Terremoto in Europa. Il voto in Polonia, e ancor prima quello in Portogallo, hanno messo all’opposizione la Merkel e tutti i partiti che hanno sposato le sue politiche di austerity. Per capire cosa succederà adesso bisogna, però, fare una analisi e un distinguo. Se è vero che il voto in Polonia e Portogallo è di fatto speculare (con il rifiuto del popolo delle politiche di austerity), è altrettanto indubbio che c’è una bella differenza fra i due Paesi che va spiegata. È in gioco la democrazia.
POLONIA, PERDE IL CANDIDATO DELLA MERKEL
Il partito pro Merkel ‘Piattaforma civica’ era in carica da 8 anni. Nonostante buone performance economiche (il PIL è cresciuto del 50% in 10 anni) ha imposto una politica basata su tagli alla spesa, privatizzazioni selvagge e aumento dell’età pensionabile, un mix delle Finanziarie targate Monti-Letta-Renzi. Il suo leader Donald Tusk è stato imposto dalla Germania come Presidente del Consiglio europeo. La sua politica liberista non è stata apprezzata dai polacchi che hanno tributato gli onori alle forze di opposizione, il partito Diritto e Giustizia, che adesso ha la maggioranza assoluta, e quello di Pawel Kukiz scelto in maggioranza dai giovani. La sinistra, che ha venduto l’anima al diavolo, è sparita negli abissi come Atlantide e non sarà nemmeno presente in Parlamento.

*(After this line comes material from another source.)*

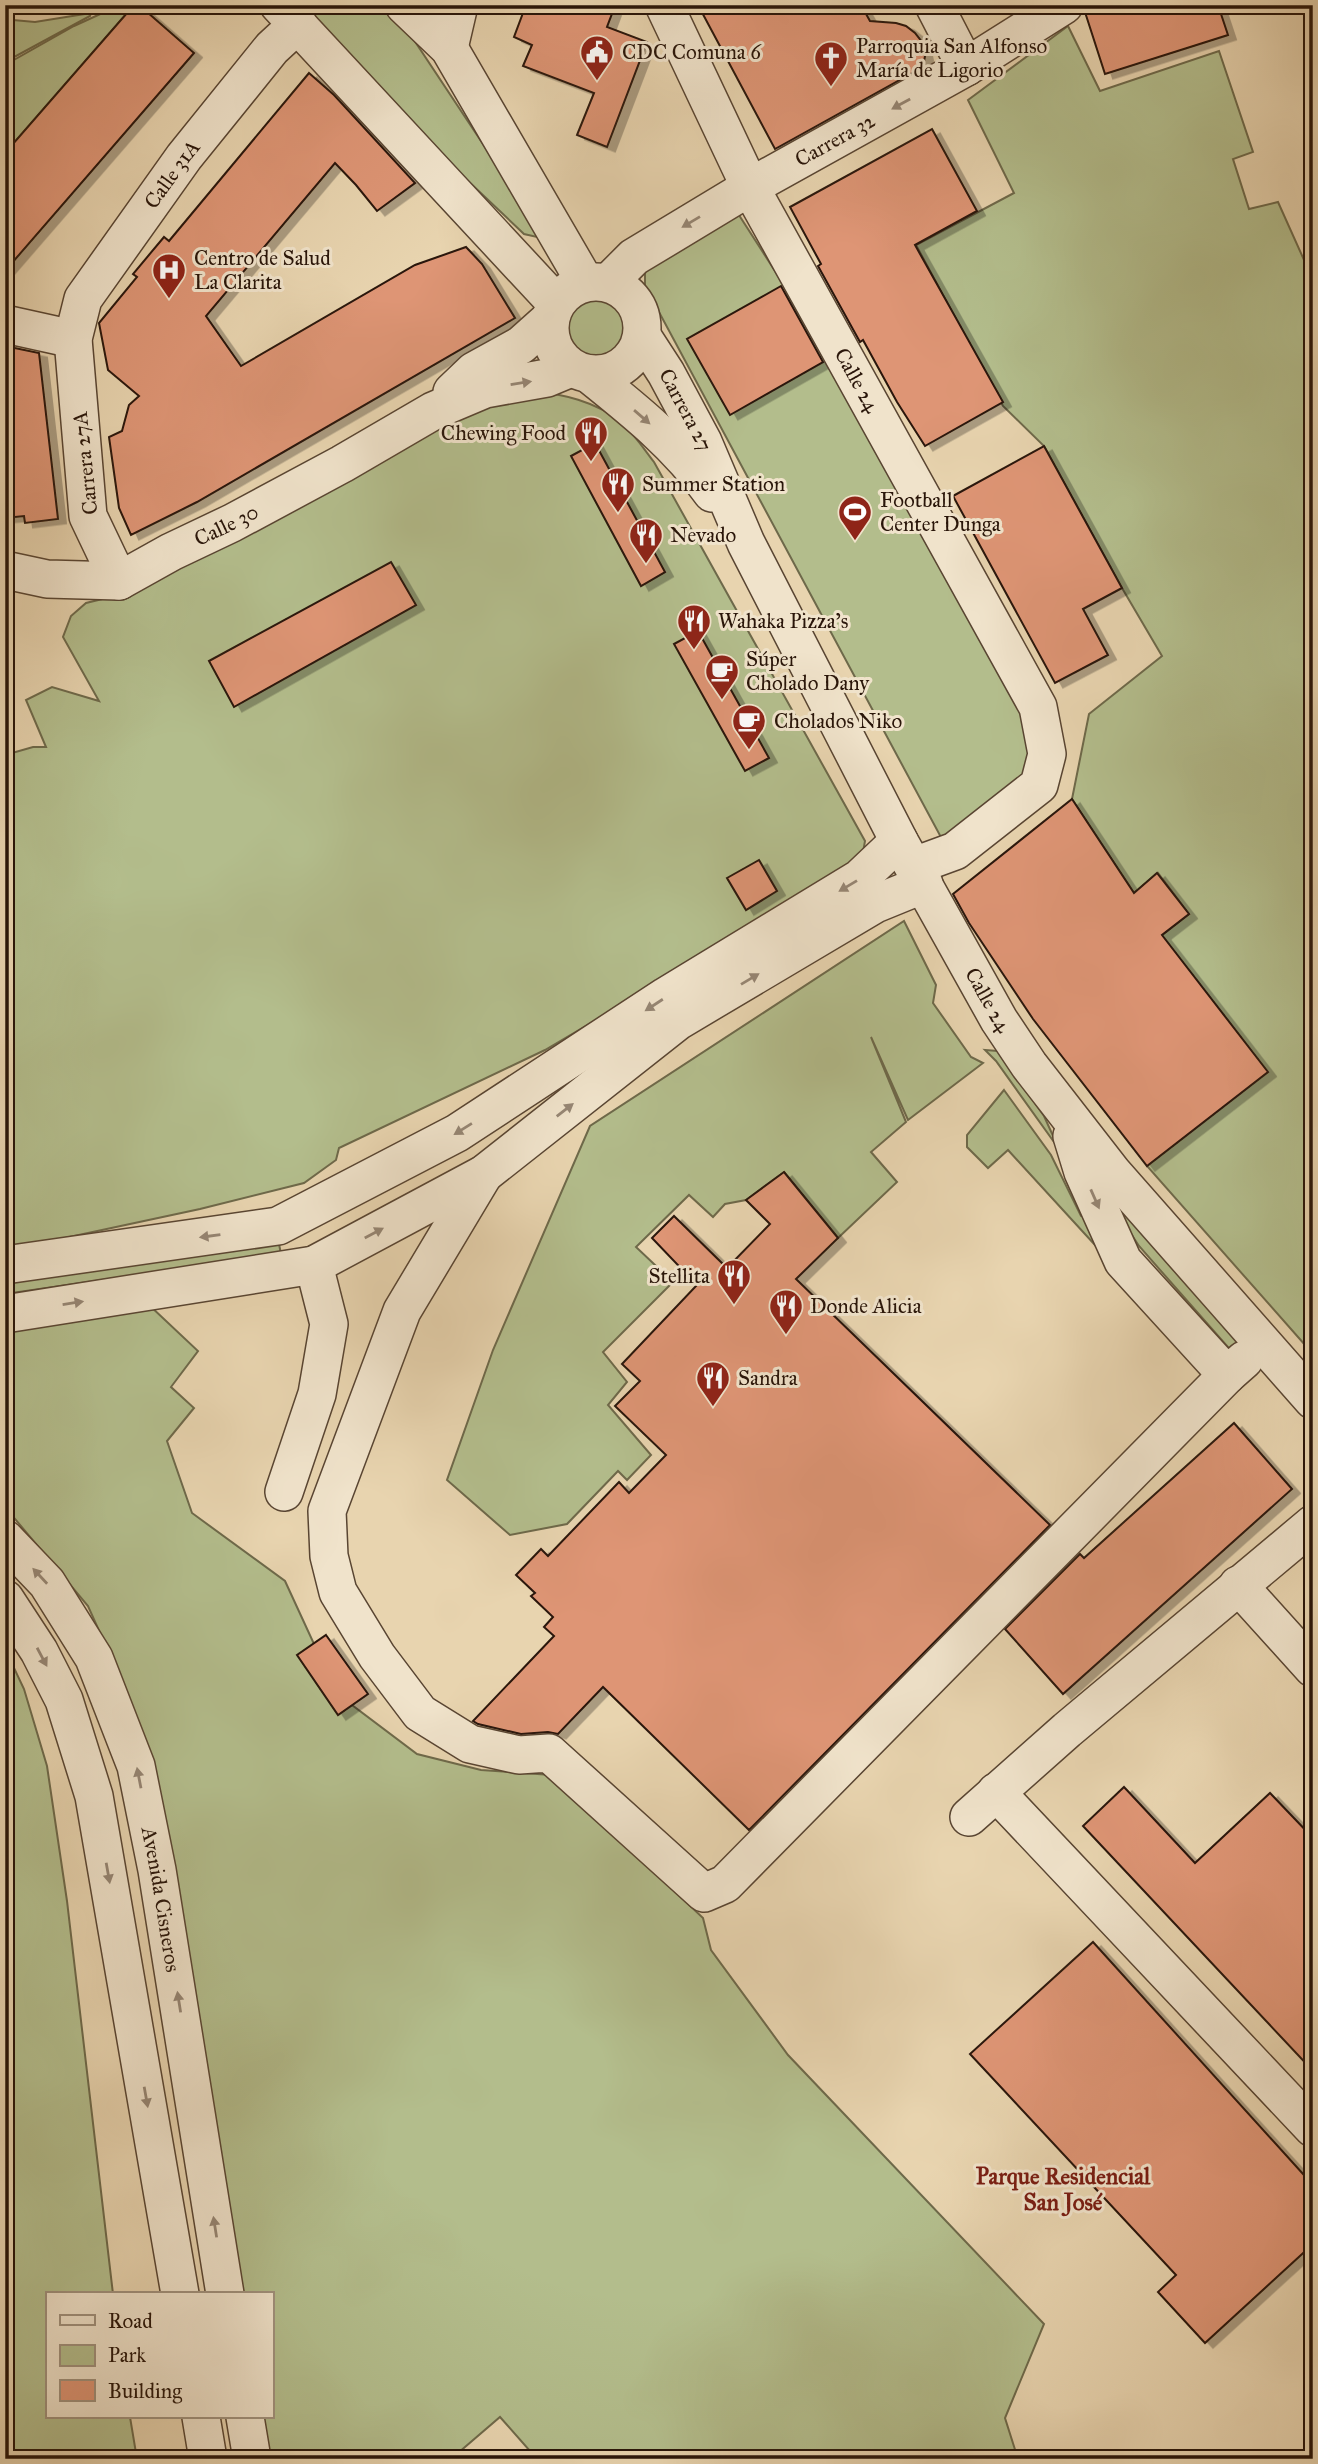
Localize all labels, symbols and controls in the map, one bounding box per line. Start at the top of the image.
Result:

PORTOGALLO, A RISCHIO LA DEMOCRAZIA
Anche in Portogallo le forze pro austerity hanno perso. Nelle elezioni del 4 ottobre il leader conservatore Pedro Passos Coelho ha perso 25 seggi e la maggioranza assoluta in Parlamento. Le forze anti-Troika si sono dichiarate pronte a formare un nuovo governo: punto dell’accordo raggiunto fra i socialisti e i partiti no euro è stato la rinegoziazione dei parametri già stabiliti con Bruxelles, ma il Presidente della Repubblica del Portogallo Silva, con una mossa clamorosa, ha ribaltato l’esito del voto popolare. Con un colpo di Stato perpetrato in nome dell’euro si è rifiutato di dare l’incarico al leader di maggioranza relativa ad António Costa perché non voleva deludere i mercati, gli investitori e le banche. Ecco cosa ha dichiarato per giustificare il suo gesto antidemocratico: “il Portogallo ha rispettato un programma oneroso di assistenza finanziaria, che comporta pesanti sacrifici, adesso è mio dovere fare tutto il possibile per non inviare messaggi sbagliati alle istituzioni finanziarie, agli investitori e alle banche”.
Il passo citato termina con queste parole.